> **WHAT THE EXERCISE ASKS**: The lines needed are those from the start of the records through the line holding "content:''; display:block; margin:auto;", each copied exactly.

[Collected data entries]
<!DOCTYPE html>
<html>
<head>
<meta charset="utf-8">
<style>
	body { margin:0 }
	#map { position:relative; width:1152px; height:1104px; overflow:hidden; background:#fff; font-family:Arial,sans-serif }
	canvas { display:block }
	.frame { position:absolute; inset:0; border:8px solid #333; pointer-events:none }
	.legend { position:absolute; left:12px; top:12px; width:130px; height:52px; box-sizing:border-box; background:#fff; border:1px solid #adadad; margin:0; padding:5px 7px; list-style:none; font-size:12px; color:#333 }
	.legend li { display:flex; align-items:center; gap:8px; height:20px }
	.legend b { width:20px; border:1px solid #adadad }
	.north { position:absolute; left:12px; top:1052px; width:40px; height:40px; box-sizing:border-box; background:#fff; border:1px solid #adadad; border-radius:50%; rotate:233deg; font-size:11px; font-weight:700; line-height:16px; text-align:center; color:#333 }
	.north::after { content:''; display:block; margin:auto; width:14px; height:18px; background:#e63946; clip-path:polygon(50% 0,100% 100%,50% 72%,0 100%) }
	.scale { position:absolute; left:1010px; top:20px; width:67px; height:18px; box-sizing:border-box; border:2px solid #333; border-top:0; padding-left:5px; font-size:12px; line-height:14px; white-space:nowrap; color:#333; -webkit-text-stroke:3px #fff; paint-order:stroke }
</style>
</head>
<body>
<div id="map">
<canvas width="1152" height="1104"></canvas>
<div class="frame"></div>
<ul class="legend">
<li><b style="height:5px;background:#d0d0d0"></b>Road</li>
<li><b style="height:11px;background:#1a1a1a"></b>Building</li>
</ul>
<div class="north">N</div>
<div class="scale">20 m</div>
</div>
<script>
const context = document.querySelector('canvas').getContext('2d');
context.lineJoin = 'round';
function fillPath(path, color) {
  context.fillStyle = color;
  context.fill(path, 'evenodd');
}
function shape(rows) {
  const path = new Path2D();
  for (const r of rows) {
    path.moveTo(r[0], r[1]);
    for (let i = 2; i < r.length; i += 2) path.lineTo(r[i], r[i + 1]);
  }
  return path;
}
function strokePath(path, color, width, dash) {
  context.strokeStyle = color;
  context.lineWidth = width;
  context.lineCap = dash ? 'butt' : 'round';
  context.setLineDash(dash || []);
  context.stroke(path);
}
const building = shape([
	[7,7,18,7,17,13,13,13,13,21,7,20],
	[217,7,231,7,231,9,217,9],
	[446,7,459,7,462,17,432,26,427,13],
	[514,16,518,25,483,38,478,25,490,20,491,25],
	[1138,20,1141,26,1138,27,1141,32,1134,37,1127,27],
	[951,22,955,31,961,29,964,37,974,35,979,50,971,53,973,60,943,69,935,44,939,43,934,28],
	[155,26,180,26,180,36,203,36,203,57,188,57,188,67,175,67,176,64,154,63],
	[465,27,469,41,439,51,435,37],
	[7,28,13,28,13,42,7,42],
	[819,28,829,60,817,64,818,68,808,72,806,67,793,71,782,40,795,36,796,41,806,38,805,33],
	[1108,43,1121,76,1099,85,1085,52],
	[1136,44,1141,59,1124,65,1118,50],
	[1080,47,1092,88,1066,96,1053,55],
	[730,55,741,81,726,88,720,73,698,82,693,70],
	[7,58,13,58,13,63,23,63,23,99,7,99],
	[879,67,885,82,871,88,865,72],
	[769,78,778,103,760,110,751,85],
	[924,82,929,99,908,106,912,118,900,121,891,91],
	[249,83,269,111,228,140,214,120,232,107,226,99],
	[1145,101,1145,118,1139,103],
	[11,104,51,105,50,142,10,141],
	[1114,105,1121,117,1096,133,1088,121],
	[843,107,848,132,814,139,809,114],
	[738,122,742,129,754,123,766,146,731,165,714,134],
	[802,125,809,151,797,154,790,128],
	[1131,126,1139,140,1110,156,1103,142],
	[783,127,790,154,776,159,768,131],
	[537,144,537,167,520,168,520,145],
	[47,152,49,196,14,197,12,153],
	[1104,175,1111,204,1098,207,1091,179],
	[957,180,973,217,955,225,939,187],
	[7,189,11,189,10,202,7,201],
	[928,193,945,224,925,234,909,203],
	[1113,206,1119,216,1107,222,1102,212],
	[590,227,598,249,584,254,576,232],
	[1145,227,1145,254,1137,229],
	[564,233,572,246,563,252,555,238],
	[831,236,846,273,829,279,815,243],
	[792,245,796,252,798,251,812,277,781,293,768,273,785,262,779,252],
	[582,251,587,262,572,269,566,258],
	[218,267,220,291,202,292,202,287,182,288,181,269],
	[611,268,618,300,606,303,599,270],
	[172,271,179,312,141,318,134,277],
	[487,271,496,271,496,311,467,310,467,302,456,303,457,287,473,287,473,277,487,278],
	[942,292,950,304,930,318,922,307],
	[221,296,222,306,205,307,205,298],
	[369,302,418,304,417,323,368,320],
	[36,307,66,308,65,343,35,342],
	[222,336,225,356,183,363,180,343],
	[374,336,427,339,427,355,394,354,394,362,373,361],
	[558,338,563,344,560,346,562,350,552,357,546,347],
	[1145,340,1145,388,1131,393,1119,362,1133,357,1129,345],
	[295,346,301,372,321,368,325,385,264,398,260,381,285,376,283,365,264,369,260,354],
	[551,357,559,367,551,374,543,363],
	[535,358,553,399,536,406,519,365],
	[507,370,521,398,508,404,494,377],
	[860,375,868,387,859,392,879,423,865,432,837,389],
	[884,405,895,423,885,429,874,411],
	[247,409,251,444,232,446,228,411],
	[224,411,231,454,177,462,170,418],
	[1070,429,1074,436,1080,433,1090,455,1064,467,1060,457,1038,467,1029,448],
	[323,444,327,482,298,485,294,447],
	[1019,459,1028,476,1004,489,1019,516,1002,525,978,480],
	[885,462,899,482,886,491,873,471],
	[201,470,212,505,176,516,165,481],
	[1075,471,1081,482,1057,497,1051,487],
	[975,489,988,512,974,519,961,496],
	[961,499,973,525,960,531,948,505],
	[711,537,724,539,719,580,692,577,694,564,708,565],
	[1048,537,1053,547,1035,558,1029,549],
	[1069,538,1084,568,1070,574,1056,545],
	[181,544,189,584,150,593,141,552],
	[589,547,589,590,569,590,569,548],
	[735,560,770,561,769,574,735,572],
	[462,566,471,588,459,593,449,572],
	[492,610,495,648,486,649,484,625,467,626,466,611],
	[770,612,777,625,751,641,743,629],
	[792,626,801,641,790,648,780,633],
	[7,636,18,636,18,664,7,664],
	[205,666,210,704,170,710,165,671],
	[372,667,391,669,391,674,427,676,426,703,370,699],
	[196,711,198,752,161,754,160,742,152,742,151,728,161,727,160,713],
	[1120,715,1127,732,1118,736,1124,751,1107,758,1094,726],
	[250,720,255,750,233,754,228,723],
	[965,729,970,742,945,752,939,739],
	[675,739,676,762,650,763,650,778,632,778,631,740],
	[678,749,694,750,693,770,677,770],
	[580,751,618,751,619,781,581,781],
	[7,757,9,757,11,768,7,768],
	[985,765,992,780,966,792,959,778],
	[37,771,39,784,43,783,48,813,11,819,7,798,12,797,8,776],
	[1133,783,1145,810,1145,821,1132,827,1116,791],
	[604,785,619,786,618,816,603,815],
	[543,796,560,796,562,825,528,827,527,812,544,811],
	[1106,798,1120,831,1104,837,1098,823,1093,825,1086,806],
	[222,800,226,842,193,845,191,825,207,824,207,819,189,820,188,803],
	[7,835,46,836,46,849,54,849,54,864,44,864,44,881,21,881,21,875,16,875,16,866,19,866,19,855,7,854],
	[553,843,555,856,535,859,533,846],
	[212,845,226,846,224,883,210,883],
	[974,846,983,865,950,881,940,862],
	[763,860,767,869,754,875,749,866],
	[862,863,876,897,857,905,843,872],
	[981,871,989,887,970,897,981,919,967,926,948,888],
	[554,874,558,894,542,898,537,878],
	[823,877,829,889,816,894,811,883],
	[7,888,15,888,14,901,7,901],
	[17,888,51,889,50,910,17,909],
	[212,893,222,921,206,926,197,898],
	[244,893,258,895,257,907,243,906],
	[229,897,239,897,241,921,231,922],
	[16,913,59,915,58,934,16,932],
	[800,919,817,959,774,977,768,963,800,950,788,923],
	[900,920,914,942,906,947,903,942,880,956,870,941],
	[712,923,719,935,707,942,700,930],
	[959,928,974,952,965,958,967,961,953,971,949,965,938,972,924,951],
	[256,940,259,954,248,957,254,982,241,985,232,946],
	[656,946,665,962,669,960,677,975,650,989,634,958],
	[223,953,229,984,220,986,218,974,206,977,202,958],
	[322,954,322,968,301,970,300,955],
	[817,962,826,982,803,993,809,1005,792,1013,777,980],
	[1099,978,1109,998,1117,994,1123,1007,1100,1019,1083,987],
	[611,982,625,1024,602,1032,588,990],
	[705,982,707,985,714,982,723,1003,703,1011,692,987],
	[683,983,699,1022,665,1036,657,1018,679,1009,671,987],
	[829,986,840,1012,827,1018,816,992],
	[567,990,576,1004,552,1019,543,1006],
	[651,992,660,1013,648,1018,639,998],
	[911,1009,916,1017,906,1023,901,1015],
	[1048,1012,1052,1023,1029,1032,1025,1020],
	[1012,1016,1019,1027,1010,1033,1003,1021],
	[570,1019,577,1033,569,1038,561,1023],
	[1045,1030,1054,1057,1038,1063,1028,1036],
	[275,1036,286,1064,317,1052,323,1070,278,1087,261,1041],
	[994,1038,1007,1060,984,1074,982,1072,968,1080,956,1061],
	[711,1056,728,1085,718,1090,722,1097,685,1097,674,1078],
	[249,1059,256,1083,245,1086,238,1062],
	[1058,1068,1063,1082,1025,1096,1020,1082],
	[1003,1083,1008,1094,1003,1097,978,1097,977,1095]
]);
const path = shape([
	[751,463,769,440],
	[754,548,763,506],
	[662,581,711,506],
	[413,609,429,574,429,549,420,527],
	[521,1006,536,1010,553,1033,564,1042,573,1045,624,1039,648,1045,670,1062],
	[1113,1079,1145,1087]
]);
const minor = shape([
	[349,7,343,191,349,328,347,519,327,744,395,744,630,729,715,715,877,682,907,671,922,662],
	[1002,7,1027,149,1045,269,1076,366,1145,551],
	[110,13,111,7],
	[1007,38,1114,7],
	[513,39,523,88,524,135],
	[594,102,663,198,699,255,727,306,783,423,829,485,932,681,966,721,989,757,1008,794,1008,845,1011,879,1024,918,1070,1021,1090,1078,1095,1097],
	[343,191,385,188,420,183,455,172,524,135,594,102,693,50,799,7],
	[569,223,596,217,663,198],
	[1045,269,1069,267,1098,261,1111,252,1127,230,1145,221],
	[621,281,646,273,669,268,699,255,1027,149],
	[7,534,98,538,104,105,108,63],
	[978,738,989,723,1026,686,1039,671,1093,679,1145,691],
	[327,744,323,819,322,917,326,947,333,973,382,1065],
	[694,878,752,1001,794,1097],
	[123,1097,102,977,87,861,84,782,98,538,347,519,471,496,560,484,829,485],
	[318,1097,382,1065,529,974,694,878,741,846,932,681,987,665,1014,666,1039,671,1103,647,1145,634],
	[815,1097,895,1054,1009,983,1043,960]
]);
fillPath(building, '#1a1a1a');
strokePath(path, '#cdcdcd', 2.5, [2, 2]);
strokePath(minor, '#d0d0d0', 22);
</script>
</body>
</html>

> **RESPONSE TO THE EXERCISE**:
<!DOCTYPE html>
<html>
<head>
<meta charset="utf-8">
<style>
	body { margin:0 }
	#map { position:relative; width:1152px; height:1104px; overflow:hidden; background:#fff; font-family:Arial,sans-serif }
	canvas { display:block }
	.frame { position:absolute; inset:0; border:8px solid #333; pointer-events:none }
	.legend { position:absolute; left:12px; top:12px; width:130px; height:52px; box-sizing:border-box; background:#fff; border:1px solid #adadad; margin:0; padding:5px 7px; list-style:none; font-size:12px; color:#333 }
	.legend li { display:flex; align-items:center; gap:8px; height:20px }
	.legend b { width:20px; border:1px solid #adadad }
	.north { position:absolute; left:12px; top:1052px; width:40px; height:40px; box-sizing:border-box; background:#fff; border:1px solid #adadad; border-radius:50%; rotate:233deg; font-size:11px; font-weight:700; line-height:16px; text-align:center; color:#333 }
	.north::after { content:''; display:block; margin:auto; width:14px; height:18px; background:#e63946; clip-path:polygon(50% 0,100% 100%,50% 72%,0 100%) }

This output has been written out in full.